Bill, If we do RSS feeds i

Bill,

If we do RSS feeds instead, doesn't that mean we'll only get the current content? I wanted to be able to search old content as well.

-Michael

RSS and past content

If you search the site and it keeps the old data then using the HTML will get you more data. If you want to read the current material without the hassles of scraping the content then reading the RSS files might be worth considering. You could also grab the RSS files and keep the content for later searching.

Perhaps a combination of the two might be appropriate.

RSS not the complete solution

Technically (IIRC), RSS 0.92 has a max-items count of 15, and so if there has been more than 15 new items since the last time the RSS.XML was sucked down stuff will be missing.

Good direction

I like where this is going. This could be a helpful resource. I tried finding using the search term 'metaphor' to find the discussion on peterme from November that triggered the metaphor of attraction. Was the indexing done on just the current index/home pages?

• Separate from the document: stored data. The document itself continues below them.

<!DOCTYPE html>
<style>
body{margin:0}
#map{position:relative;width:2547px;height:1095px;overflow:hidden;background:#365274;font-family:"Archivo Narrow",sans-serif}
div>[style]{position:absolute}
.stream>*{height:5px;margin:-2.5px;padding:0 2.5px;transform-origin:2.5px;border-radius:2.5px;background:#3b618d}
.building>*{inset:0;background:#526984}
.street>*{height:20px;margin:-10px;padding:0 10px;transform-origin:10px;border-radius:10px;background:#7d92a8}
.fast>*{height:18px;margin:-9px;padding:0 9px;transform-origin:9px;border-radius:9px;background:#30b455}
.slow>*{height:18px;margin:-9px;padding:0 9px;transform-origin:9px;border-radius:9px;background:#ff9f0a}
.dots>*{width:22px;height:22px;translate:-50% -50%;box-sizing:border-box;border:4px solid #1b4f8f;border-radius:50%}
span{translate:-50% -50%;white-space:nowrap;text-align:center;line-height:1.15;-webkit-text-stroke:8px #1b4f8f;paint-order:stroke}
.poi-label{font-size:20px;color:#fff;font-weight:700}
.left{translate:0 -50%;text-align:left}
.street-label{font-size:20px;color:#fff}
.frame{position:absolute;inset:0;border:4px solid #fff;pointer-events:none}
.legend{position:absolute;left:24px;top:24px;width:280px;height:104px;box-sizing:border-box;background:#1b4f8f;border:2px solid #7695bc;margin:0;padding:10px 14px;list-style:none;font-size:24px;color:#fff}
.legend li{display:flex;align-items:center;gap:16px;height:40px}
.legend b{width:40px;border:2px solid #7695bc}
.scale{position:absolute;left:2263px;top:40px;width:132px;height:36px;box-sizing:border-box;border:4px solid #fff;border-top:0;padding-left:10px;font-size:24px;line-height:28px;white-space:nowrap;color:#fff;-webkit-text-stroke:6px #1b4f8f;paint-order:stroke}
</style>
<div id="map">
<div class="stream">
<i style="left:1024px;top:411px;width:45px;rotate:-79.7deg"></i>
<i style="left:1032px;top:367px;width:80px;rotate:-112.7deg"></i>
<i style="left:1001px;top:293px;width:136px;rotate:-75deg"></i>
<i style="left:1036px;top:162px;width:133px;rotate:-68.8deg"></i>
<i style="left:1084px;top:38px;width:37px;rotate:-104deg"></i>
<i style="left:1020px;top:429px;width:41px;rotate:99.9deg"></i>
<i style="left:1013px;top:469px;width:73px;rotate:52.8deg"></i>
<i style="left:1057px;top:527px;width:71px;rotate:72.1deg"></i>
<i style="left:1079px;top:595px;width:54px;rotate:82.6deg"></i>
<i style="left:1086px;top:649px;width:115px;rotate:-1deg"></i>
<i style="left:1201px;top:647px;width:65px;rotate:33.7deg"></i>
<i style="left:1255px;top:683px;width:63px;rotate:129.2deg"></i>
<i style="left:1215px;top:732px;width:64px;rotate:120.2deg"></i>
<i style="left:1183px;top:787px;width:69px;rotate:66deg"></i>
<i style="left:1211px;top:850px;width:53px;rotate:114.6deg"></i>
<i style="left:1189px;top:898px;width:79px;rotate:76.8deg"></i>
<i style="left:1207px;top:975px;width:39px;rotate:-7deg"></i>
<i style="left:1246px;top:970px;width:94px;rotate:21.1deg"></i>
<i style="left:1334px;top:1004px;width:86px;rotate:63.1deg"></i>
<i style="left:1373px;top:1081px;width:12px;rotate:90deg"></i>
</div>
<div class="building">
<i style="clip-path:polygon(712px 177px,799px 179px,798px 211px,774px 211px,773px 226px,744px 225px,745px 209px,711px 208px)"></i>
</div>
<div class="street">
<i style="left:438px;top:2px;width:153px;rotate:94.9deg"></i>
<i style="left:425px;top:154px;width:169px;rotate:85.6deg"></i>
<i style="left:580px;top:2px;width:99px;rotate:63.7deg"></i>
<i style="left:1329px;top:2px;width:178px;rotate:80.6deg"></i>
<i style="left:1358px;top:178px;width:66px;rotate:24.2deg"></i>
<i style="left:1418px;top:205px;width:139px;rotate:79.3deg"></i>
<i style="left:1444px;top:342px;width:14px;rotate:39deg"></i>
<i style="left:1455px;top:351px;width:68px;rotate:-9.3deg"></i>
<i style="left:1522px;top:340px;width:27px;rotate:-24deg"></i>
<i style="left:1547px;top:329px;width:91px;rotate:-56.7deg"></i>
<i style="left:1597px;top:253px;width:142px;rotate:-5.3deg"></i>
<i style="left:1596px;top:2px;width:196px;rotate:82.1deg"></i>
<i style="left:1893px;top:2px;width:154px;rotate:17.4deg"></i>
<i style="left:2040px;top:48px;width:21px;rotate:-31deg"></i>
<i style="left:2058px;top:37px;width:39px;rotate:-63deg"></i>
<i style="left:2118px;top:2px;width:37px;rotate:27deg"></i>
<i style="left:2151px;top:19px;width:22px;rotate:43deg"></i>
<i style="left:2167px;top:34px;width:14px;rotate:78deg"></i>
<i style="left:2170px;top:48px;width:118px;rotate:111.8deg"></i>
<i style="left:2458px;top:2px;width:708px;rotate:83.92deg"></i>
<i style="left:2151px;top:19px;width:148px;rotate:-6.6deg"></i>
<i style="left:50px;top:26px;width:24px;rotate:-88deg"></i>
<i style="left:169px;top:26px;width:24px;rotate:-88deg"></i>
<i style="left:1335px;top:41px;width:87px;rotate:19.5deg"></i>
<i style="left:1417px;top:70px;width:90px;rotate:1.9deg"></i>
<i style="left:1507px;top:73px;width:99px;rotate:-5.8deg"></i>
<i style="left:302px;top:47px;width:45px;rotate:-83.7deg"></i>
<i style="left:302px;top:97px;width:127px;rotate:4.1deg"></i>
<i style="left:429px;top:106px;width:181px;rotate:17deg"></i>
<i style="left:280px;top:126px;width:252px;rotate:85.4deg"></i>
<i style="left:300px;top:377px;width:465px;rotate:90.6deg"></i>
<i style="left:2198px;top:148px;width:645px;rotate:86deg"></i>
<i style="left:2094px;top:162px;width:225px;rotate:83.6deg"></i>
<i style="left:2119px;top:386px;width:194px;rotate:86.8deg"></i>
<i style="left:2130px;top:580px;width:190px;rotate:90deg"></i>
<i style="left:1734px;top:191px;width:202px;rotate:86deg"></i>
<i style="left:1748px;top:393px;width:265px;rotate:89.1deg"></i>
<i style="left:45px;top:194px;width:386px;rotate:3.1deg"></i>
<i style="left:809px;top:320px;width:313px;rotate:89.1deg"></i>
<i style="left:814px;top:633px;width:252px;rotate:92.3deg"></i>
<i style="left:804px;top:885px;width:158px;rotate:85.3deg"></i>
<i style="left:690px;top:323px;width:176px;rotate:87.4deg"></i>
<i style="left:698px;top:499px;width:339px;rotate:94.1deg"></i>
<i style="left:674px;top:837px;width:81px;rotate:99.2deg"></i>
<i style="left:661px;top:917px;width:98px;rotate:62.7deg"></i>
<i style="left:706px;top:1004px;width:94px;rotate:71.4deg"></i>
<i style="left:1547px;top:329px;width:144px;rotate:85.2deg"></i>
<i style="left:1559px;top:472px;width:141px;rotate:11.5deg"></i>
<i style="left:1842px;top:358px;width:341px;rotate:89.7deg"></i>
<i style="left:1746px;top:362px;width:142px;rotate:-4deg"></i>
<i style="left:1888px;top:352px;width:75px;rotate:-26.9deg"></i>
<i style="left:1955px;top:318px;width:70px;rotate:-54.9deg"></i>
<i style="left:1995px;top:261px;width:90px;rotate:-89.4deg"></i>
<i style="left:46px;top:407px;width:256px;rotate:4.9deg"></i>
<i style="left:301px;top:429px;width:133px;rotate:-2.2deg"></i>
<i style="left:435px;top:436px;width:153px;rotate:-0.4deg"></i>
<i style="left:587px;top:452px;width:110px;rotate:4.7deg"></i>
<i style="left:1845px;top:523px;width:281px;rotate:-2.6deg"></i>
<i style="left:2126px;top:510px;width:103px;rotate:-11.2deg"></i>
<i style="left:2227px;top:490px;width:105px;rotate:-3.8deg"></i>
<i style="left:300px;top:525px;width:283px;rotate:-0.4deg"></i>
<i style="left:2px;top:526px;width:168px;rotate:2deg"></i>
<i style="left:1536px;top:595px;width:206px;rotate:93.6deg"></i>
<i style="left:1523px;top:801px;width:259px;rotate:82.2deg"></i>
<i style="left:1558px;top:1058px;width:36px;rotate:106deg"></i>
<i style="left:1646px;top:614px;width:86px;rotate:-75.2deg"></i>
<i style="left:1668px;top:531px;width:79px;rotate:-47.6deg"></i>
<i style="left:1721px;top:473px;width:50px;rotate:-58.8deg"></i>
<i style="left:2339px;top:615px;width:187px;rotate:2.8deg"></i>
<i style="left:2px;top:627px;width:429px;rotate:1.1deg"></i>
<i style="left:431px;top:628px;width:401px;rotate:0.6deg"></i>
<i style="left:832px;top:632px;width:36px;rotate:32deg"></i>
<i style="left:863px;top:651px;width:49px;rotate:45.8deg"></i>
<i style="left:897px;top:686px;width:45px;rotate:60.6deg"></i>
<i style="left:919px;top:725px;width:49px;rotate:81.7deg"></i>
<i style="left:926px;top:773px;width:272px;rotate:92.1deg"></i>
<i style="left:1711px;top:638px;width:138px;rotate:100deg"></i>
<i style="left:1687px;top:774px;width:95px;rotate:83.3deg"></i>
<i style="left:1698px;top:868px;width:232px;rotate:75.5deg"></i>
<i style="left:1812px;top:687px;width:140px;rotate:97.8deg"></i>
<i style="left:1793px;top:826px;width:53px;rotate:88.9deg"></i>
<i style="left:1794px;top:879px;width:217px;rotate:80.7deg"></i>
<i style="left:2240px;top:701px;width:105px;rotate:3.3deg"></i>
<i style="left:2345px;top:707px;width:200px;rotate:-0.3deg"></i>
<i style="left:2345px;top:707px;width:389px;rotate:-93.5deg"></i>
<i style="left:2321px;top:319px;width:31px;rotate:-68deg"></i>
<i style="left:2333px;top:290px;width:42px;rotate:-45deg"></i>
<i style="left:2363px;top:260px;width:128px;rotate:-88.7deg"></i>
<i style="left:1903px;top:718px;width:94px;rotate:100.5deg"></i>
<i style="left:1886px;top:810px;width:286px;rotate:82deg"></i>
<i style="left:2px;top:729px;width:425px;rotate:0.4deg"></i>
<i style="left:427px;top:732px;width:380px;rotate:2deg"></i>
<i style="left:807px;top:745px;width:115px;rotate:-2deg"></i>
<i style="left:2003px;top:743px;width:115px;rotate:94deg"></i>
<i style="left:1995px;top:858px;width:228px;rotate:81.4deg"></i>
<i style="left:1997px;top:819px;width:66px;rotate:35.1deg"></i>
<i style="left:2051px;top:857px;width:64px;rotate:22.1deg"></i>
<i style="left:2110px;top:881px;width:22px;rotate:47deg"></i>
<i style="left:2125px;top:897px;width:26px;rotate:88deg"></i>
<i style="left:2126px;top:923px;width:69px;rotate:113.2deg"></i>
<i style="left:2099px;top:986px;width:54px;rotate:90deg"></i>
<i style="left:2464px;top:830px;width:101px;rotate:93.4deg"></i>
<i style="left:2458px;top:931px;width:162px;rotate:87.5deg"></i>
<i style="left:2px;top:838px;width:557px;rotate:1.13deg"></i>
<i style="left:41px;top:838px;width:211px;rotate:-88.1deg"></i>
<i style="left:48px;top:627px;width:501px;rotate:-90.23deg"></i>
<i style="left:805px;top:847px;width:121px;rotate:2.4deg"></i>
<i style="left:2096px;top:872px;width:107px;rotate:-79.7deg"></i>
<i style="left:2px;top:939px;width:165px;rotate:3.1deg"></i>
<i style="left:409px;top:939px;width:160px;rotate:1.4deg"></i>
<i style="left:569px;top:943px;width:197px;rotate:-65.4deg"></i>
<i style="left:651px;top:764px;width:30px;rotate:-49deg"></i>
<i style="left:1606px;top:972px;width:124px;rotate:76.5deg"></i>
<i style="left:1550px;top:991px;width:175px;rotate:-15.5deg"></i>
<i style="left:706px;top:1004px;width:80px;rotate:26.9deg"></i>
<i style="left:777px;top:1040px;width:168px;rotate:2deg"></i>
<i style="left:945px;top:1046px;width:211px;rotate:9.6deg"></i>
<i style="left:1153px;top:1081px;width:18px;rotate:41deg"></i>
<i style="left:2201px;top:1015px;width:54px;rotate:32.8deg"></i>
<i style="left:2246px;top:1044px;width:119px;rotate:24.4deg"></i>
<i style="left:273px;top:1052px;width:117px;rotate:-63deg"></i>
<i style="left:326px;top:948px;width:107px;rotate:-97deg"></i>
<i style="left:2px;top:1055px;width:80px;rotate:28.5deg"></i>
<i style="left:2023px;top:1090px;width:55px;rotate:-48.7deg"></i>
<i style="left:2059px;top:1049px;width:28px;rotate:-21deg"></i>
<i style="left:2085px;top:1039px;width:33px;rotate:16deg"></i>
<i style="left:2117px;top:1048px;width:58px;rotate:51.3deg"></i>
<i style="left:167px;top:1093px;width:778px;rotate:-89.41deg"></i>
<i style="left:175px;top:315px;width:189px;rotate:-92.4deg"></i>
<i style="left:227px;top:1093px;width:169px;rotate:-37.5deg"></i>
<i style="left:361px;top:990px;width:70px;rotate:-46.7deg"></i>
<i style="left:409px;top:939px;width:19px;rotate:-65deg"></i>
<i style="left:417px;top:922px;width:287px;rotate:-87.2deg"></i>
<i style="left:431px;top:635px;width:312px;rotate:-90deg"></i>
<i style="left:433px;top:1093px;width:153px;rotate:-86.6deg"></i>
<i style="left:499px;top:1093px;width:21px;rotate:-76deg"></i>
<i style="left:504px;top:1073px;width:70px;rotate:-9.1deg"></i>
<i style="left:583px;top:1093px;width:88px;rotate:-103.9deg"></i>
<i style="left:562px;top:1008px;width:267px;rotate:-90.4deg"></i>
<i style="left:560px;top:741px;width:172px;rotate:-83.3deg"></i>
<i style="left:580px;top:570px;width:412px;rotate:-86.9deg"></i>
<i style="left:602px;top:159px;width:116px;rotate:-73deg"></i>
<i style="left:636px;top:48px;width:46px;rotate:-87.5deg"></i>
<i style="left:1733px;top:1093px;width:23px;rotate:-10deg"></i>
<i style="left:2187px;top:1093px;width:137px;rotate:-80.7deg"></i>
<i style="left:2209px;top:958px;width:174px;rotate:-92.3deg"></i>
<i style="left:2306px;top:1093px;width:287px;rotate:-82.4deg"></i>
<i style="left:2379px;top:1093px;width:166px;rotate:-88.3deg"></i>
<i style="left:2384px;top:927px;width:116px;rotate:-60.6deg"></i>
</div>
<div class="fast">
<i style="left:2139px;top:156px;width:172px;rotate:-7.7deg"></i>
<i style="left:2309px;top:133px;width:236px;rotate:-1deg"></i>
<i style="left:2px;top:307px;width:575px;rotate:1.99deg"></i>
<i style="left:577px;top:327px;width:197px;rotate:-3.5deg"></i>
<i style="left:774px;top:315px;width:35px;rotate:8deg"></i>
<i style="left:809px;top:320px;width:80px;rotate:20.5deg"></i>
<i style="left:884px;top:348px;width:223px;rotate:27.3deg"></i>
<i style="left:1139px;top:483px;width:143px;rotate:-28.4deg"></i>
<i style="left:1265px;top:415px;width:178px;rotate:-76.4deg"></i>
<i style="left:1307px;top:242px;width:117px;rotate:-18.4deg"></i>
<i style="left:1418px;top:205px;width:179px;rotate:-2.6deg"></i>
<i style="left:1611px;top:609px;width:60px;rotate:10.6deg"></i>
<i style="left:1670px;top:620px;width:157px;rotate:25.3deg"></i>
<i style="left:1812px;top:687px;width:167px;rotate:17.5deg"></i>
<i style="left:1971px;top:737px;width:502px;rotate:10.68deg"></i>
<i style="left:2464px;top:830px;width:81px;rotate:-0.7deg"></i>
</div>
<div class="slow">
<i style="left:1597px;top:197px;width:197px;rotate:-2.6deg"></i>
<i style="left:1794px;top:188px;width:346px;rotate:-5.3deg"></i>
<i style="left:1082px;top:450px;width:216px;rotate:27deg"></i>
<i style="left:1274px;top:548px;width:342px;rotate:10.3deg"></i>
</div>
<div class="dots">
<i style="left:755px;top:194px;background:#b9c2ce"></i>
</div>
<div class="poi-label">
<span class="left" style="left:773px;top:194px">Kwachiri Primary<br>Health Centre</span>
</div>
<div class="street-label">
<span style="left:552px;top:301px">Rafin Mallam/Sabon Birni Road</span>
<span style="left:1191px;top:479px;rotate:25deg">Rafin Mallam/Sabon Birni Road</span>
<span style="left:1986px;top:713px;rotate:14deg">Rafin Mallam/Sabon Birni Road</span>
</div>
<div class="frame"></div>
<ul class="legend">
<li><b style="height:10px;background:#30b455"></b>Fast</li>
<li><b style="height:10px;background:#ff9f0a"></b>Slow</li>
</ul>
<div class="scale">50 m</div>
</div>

Yeah, I'm hitting some bugs.

Yeah, I'm hitting some bugs. Not sure it is going as deeply as I'm setting it to go. Hang in, maybe I can get it to work. If not, I'm going to try to compile htdig.

Even with htdig, I still coul

Even with htdig, I still couldn't find anything using all of the terms "metaphor of attraction" in one search. Found a lot using just "metaphor" but didn't sift through them all.

Using other terms worked

I used "navigation" and "metaphor" to trackdown the peterme discussion that I knew existed.

I really like this tool.

smarter IAwiki crawling...

I would recommend that you start the IAwiki crawl from http://www.IAwiki.net/cgi-bin/wiki.pl?action=rc&days=7&all=0&showedit=1, and then only follow links which don't include /cgi-bin/ in the URL, and crawl no deeper after that (other than the first time ever).

This way you will get all the changed pages (including minor edits), and none of the variable guff like page diffs or revision lists.

Blatent blanket repetitive dumb crawling already accounts for way more bandwidth than I care to know.

btw - do you respect robots.txt?

Thanks, E

I changed the URL to crawl the wiki. And yes, ht://dig respects robot.txt, so if you want sections to be ignored, they will be. -m

phrase as query term?

thanks - this will be very handy for searching the SIGIA list alone. I can never get Google to do that.

I couldn't get it to search on an exact phrase however, like "window navigation diagram" (including the quotes). Choosing ALL doesn't respect that word placement, and Boolean coughs blood.

I wonder how IAs write search queries? Are you keeping track? Please tell us!

I know...

I know you can't do phrase or proximity searching presently. You apparently can in the current beta version of ht:://dig, but I chickened out and installed the stable version. When the stable version allows this, I will install.

Sorry. -m

no apologies necessary

Stable = good.